他不是去取东西,是去“点火”的——点一把让桥洞散修们自己站起来的火。
他召集了桥洞的几十个散修,在桥洞下的空地上,开了一个会。会上,他没有说账的事,只说了一句话:
“大家信我吗?”
散修们面面相觑,片刻后,阿满率先开口:“信!萧然哥帮我们填了妖口草表,帮我们挡了拆迁令,他的话,我们信!”
“好。”萧然说,“既然信我,那就听我说——三天后,县衙大堂,我要当着全县百姓的面,跟裘万贯对账。到时候,我需要大家做一件事。”
“什么事?”
“抬匾。”萧然说,“上次,大家抬了块''谢恩匾'',让裘万贯下不来台。这次,我要大家抬一块更大的匾——匾上写八个字:''统筹清明,惠及百姓''。”
“……萧然哥,”苏禾有些不解,“这匾,是夸裘万贯的?”
“是夸他的。”萧然说,“可这匾,他不敢收。因为他收了,就得证明''统筹清明、惠及百姓'';可他证明不了——他的账,是假的。”
“……那我们抬匾去,是干什么?”
“是逼他。”萧然说,“他要是收了匾,就是认了''统筹清明''——那以后,他的账,就得照这个标准查;他要是拒了匾,就是心虚——那他''统筹有方''的名声,就彻底臭了。不管他收不收,这匾,都像一把火,烧在他身上。”
散修们你看看我,我看看你,忽然都笑了。阿满一拍大腿:“萧然,你这招,够损的!”
“不损。”萧然说,“我只是让县衙的匾,配得上它的字。”
“可……”苏禾还是有些担心,“万一裘万贯不收,还发火怎么办?”
“他发火,就对了。”萧然说,“他越是发火,百姓们越会想——''这匾是夸你的,你发什么火?''他发火,就是心虚;心虚,就是不打自招。”
当天下午,桥洞的散修们就忙活开了——找木头的找木头,写字的写字,一下午,就做了一块崭新的匾,黑底金字,上书八个大字:“统筹清明,惠及百姓。”

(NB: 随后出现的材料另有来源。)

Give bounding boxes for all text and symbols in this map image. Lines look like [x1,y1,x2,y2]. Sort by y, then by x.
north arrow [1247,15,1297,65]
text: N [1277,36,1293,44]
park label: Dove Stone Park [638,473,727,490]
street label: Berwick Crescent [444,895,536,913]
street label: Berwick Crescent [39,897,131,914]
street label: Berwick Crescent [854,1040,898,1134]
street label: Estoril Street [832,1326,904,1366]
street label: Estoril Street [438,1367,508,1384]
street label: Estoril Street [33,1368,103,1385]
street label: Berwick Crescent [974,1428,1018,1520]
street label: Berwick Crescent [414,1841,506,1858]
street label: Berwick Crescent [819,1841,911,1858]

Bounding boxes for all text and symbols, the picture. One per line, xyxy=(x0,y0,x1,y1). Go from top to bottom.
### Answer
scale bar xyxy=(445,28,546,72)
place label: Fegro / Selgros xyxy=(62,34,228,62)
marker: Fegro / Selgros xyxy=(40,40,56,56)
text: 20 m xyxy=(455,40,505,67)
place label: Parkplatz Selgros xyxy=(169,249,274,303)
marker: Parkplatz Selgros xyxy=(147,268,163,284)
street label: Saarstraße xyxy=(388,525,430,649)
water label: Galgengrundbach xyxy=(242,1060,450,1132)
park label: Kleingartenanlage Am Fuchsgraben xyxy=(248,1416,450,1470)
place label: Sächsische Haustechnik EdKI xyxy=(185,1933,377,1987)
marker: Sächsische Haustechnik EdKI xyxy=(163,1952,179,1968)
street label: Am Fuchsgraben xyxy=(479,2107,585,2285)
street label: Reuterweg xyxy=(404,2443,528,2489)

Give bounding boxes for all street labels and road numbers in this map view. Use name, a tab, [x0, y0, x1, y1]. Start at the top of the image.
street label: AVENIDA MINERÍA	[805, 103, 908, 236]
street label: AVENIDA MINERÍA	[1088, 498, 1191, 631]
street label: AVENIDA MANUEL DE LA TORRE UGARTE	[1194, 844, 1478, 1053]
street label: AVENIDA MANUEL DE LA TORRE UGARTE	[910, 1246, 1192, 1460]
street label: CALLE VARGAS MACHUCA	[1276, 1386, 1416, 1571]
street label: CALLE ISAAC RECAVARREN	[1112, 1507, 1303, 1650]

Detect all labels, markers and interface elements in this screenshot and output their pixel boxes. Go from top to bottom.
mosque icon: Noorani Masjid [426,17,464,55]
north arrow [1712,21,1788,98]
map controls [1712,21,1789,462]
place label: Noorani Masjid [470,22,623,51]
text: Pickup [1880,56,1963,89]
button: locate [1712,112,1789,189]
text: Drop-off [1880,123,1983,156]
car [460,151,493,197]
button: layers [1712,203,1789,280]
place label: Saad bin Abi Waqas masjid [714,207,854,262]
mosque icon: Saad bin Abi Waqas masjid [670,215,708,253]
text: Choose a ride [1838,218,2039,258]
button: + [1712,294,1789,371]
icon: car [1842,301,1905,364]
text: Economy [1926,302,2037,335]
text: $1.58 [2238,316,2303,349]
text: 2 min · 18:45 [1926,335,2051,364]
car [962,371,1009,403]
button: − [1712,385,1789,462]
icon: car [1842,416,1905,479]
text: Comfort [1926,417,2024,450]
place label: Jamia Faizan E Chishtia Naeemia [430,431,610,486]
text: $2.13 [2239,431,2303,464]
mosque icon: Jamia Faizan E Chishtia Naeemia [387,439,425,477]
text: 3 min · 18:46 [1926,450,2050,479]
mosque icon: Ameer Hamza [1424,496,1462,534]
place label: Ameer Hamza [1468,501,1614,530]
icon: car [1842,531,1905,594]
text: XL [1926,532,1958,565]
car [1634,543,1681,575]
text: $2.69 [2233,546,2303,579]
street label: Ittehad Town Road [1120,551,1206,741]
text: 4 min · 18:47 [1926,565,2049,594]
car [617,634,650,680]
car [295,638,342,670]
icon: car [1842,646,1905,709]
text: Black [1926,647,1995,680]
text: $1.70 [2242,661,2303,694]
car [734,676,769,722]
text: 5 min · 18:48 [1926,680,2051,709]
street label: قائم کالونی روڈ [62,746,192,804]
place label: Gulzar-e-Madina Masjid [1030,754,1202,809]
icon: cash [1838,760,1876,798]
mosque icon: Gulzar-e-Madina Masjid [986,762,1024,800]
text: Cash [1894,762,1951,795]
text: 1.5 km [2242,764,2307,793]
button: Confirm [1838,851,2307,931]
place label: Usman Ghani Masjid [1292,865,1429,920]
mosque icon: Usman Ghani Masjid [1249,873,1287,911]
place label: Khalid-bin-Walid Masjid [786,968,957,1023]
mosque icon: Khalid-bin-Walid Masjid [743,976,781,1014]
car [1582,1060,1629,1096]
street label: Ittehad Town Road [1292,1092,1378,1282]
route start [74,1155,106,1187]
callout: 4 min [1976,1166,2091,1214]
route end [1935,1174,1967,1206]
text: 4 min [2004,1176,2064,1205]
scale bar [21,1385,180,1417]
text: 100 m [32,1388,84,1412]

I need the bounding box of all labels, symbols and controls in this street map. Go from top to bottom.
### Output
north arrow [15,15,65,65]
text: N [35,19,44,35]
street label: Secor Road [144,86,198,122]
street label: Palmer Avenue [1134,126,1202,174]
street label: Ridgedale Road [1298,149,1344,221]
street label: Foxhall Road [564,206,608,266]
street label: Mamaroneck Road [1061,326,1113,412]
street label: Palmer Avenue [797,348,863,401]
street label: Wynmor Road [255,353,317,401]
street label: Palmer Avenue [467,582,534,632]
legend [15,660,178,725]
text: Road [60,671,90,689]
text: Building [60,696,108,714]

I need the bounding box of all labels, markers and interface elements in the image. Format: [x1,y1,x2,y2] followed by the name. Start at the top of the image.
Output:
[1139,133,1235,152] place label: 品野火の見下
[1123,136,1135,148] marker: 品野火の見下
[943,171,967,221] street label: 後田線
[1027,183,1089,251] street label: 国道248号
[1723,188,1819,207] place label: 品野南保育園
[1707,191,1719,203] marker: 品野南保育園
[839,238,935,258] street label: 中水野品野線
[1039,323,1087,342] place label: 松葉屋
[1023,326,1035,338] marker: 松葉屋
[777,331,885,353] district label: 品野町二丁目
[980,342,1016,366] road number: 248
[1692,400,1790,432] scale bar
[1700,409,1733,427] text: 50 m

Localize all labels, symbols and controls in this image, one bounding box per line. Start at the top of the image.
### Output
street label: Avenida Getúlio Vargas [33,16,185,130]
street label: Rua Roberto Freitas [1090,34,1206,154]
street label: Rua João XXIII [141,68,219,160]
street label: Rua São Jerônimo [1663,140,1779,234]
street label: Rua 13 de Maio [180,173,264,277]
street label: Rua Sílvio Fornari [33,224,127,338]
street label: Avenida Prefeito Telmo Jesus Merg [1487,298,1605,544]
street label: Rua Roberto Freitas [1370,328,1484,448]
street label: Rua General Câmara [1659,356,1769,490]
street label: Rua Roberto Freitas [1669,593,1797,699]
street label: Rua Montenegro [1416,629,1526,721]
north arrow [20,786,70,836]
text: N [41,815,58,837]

匾挂起来的时候,桥洞的散修们围着看,都觉得很满意。阿满摩挲着那金字,咂咂嘴:“嘿,这字,写得比县衙的匾还精神!”
“那是!”苏禾得意地扬了扬下巴,“我描的金!”
散修们哄笑起来。萧然站在人群外,看着那块匾,心里却明白——这匾,就是三天后,压垮裘万贯的最后一根稻草。
当天夜里,萧然没有回统计房。他住在桥洞,和阿满挤在一个窝棚里。
深夜,阿满翻了个身,忽然问:“萧然,你真的有把握吗?”
“什么把握?”
“扳倒裘万贯的把握。”阿满说,“他当了三年知县,根基深得很。你一个账房,拿什么跟他斗?”
“拿账。”萧然说,“阿满叔,你记住——在这灵朝,最硬的东西,不是刀,不是权,是账。刀砍下去,有疤;权压下去,有怨;可账对平了,就是平了——谁也翻不了案。”
“……账,真能这么硬?”
“能。”萧然说,“因为账,是写给老天爷看的。裘万贯能骗过县衙、骗过州府、骗过吏部,可他骗不了账——账上写的每一笔,都会在将来的某一天,跟他算个明白。”
窝棚外,夜风呜咽。阿满沉默了很久,忽然说:
“萧然,你要是真能把这账对平,我阿满,这条命,以后就是你的。”
“别。”萧然笑了,“阿满叔,你的命,还是留给桥洞的小妖们吧。我只要你帮我做一件事——三天后,抬匾的时候,走得稳一点。”
“……为什么?”
“因为那块匾,”萧然说,“是要抬进县衙大堂的。走得稳,匾上的字,才看得清。”
桥洞做匾那几天,是临渊县最热闹的日子。
散修们白天上工,晚上就聚在桥洞下,有的刨木板,有的熬漆,有的描字。苏禾趴在匾前,一笔一笔地描着那八个大字,描得极其认真——她描一笔,就念叨一句:“统筹清明……惠及百姓……”
“苏禾,”阿满在旁边笑她,“你描个匾,怎么还念上经了?”
“我这不是念经,”苏禾头也不抬,“我是在想——这匾上的字,裘万贯配得上吗?”
“配不上。”阿满说,“可萧然哥说了,正因为他配不上,这匾,才更要送。”
“为什么?”
“因为匾上的字越亮,”阿满说,“他脸上就越挂不住。他收了匾,就得认这八个字;认了这八个字,他做的那些事,就藏不住了。”